In reviewing the authorities, the Court considered the TCC decision of HHJ Bowsher QC in Horace Holman Group Ltd v. Sherwood International Group Ltd [2001].  In that case the claimants claimed as damages the wasted time of their directors and staff dealing with the inadequacies of a software package provided by the defendants.  HHJ Bowsher QC noted what Forbes J. had said in the Tate and Lyle case and observed that, by contrast with that case, he at least had some evidence of the amount of time spent by the directors and staff, albeit only in the form of a reconstruction from memory. He continued at paragraph 73:
"I cannot and do not say, in the absence of records there is to be no recovery."
The Court of Appeal in Aerospace Publishing v Thames Water observed that both the significant disruption of business as well as the alleged diversion of time had been well demonstrated before HHJ Bowsher QC.

Thus it seems that if these ingredients are established, the Court will seek to award such damages provided some basis for the quantum of such damages is put before the Court, even though that basis is not a precise contemporaneous record of the time actually spent.

The same approach to the question of evidence was adopted by Mr Justice Ramsey in connection with management time in the TCC case of Bridge UK.Com Limited v Abbey Pynford Plc  [2007].  The claimant was a commercial printing and mailing business and the defendant was a specialist ground engineering company that carries out, among other things piling and the construction of plant bases. This case concerned the design and construction of foundations and a base for a printing press to be installed in the claimant’s new premises in good time for occupation by the claimant.  There were problems with the slab that required remedial works before the press could be installed. 
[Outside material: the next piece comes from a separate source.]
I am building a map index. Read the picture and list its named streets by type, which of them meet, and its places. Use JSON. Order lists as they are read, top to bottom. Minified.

The judge found that, although the initial work to the slab was a few days late, this would not have been a significant cause for complaint since the press could have been installed and commissioned by 18 September 2002, well before  the claimant’s moving date of 23 September 2002.  However, the requirement for remedial works to the slab meant that the press was not installed and commissioned until 28 October 2002.   The Judge found that there was a delay to the commencement of the operation of the press from 18 September 2002 until 28 October 2002 caused by the defendant.

There were various heads of cost claimed by the claimant as a result of this delay and the work required to remedy the defective slab.  The claimant was largely successful in claiming the costs of outsourcing work, the costs incurred by the press installers whilst awaiting preparation of a suitable base, the shut down and cleaning of other equipment and offices and accommodation as a result of the remedial work carried out to the slab, consultants’ costs, additional transport and lifting charges, manufacturing disruption, printers wages, thrown away rental costs of the press during the period of delay, executive time and loss of profits and wasted expenditure.
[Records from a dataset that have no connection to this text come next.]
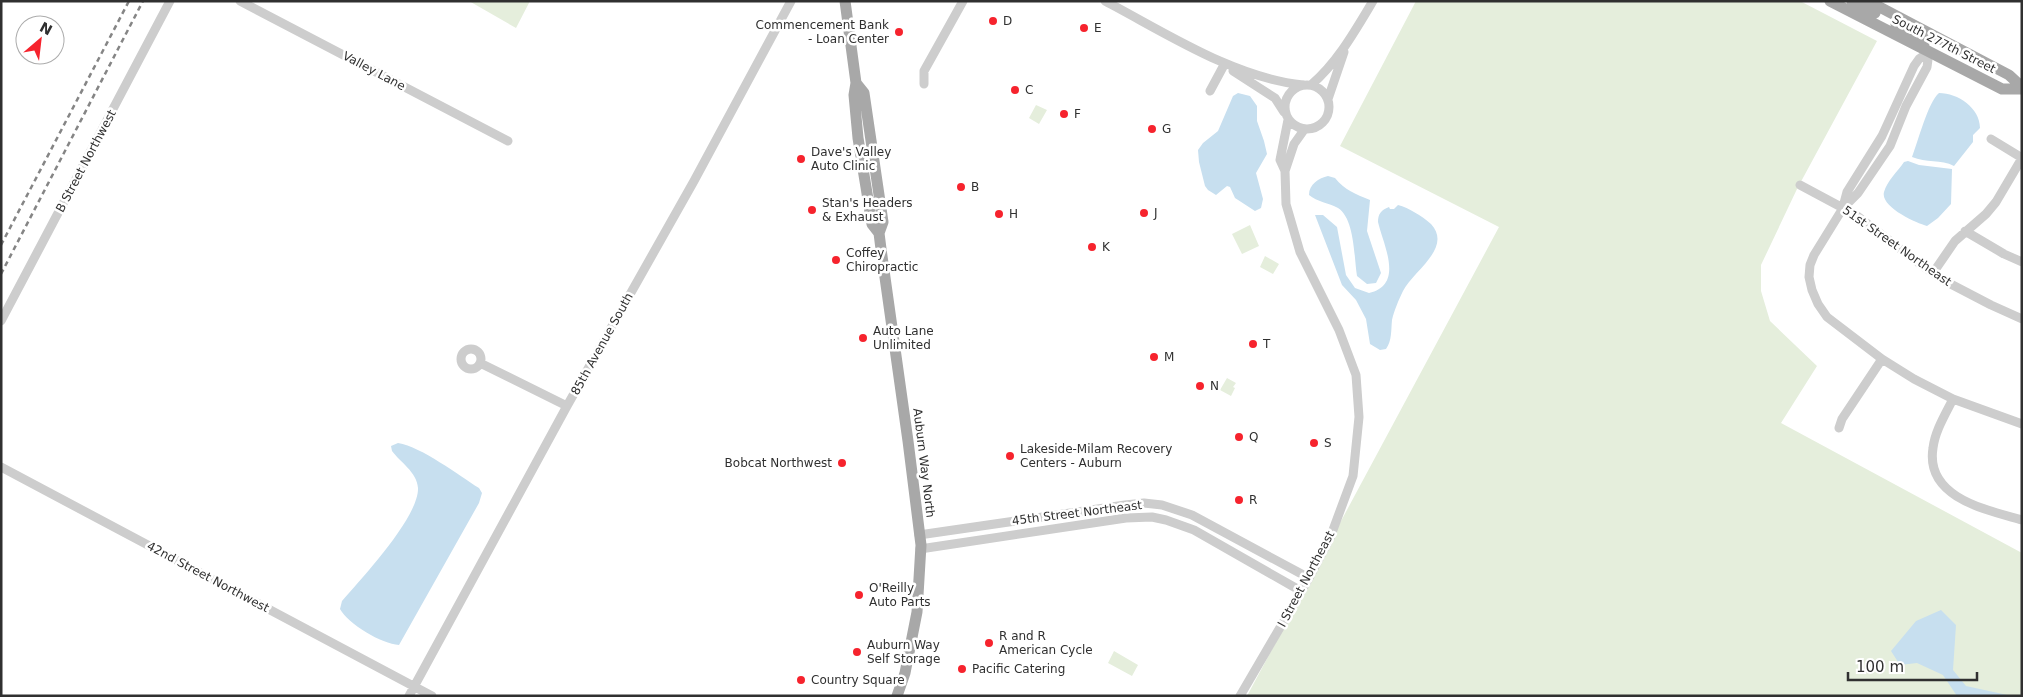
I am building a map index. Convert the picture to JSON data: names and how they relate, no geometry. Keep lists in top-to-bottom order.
{
  "streets": {
    "main road": ["South 277th Street", "Auburn Way North"],
    "street": [
      "Valley Lane",
      "B Street Northwest",
      "51st Street Northeast",
      "85th Avenue South",
      "45th Street Northeast",
      "42nd Street Northwest",
      "I Street Northeast"
    ]
  },
  "crossings": [
    ["85th Avenue South", "42nd Street Northwest"],
    ["Auburn Way North", "45th Street Northeast"],
    ["45th Street Northeast", "I Street Northeast"]
  ],
  "places": [
    "D",
    "E",
    "Commencement Bank - Loan Center",
    "C",
    "F",
    "G",
    "Dave's Valley Auto Clinic",
    "B",
    "Stan's Headers & Exhaust",
    "J",
    "H",
    "K",
    "Coffey Chiropractic",
    "Auto Lane Unlimited",
    "T",
    "M",
    "N",
    "Q",
    "S",
    "Lakeside-Milam Recovery Centers - Auburn",
    "Bobcat Northwest",
    "R",
    "O'Reilly Auto Parts",
    "R and R American Cycle",
    "Auburn Way Self Storage",
    "Pacific Catering",
    "Country Square"
  ],
  "scale_bar": "100 m",
  "north": "top right"
}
In relation to the executive time, the claimant claimed £7,680 for management time incurred by Mr Ruck in dealing with the problems caused by the claimant.  In his witness statement Mr Ruck set out a calculation of 128 hours spent from 31 August 2002 to 30 April 2003 dealing with the problems caused by the defendant.   This was determined by a retrospective assessment of the time spent on the various matters based on a review of the various documents recording what had happened.
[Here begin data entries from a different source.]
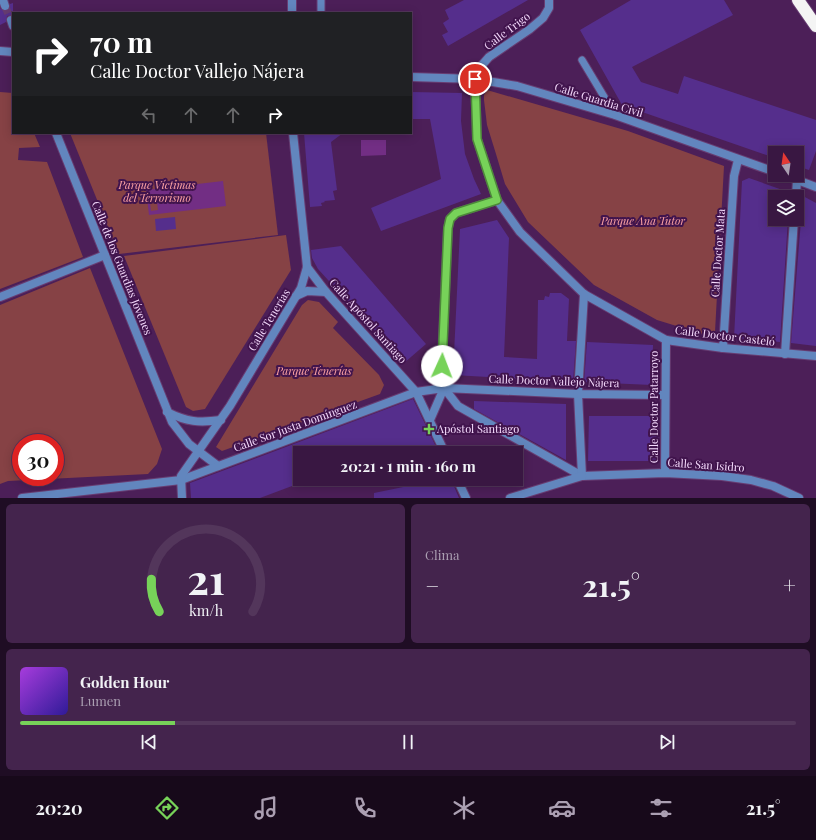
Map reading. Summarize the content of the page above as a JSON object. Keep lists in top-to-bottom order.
{
  "streets": {
    "street": [
      "Calle Trigo",
      "Calle Guardia Civil",
      "Calle Doctor Mata",
      "Calle de los Guardias Jóvenes",
      "Calle Tenerías",
      "Calle Apóstol Santiago",
      "Calle Doctor Casteló",
      "Calle Doctor Vallejo Nájera",
      "Calle Doctor Patarroyo",
      "Calle Sor Justa Domínguez",
      "Calle San Isidro"
    ]
  },
  "crossings": [
    ["Calle Trigo", "Calle Guardia Civil"],
    ["Calle Trigo", "Calle Doctor Casteló"],
    ["Calle Guardia Civil", "Calle Doctor Mata"],
    ["Calle Guardia Civil", "Calle Doctor Casteló"],
    ["Calle Doctor Mata", "Calle Doctor Casteló"],
    ["Calle de los Guardias Jóvenes", "Calle Tenerías"],
    ["Calle de los Guardias Jóvenes", "Calle Sor Justa Domínguez"],
    ["Calle Tenerías", "Calle Apóstol Santiago"],
    ["Calle Tenerías", "Calle Sor Justa Domínguez"],
    ["Calle Apóstol Santiago", "Calle Doctor Vallejo Nájera"],
    ["Calle Apóstol Santiago", "Calle Sor Justa Domínguez"],
    ["Calle Doctor Casteló", "Calle Doctor Patarroyo"],
    ["Calle Doctor Vallejo Nájera", "Calle Doctor Patarroyo"],
    ["Calle Doctor Vallejo Nájera", "Calle Sor Justa Domínguez"],
    ["Calle Doctor Patarroyo", "Calle San Isidro"]
  ],
  "parks": ["Parque Víctimas del Terrorismo", "Parque Ana Tutor", "Parque Tenerías"],
  "places": {
    "health": ["Apóstol Santiago"]
  },
  "north": "top",
  "page": {
    "turn": ["70 m", "Calle Doctor Vallejo Nájera"],
    "limit": "30",
    "trip": "20:21 · 1 min · 160 m",
    "tile": "Clima",
    "heat": ["−", "21.5°", "+"],
    "song": ["Golden Hour", "Lumen"],
    "tabs": ["20:20", "21.5°"],
    "gauge": ["21", "km/h"]
  }
}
Mr Justice Ramsey was referred to and expressed agreement with the judgment of HHJ Bowsher QC in the Holman case referred to above, where the Judge indicated that in the absence of records, evidence in the form of a reconstruction from memory was acceptable.  However, Mr Justice Ramsey, went on to say that “it must be borne in mind that such an assessment is an approximation of the hours spent and may over-estimate or under-estimate the actual time which would have been recorded at the time.”  He then applied a 20% discount from the total hours claimed to allow for the fact that some hours had been included for organising the outsourced work and for the inherent uncertainty in this retrospective method.  He found that the claimant was able to recover the cost of 100 hours of Mr Ruck’s time.

Whilst this approach seems eminently sensible in the circumstances, whether or not it is appropriate to apply a discount of 20%, or any other discount, must depend upon the reasonableness of any assessment in the first instance.

Another point of interest arises on the calculation of the rate applied to these hours.  Upon the evidence of an expert accountant, Mr Ruck’s salary was divided by 2080 hours (52 weeks at 40 hours per week) to derive an hourly rate of £48 per hour, resulting in an award of damages of £4,800.  In this calculation however there is no recovery being made for holiday time.  Assuming that the Mr Ruck was allowed 8 days of statutory holiday and 25 days of annual leave, then the rate required to recover this non-working time should have been £55.

Finally Mr Justice Ramsey accepted that the claimant could recover loss of profit on the outsourced work and loss of profit on the work which it was unable to carry out which may be calculated as expenses thrown away or lost revenue, provided there is no duplication between the two.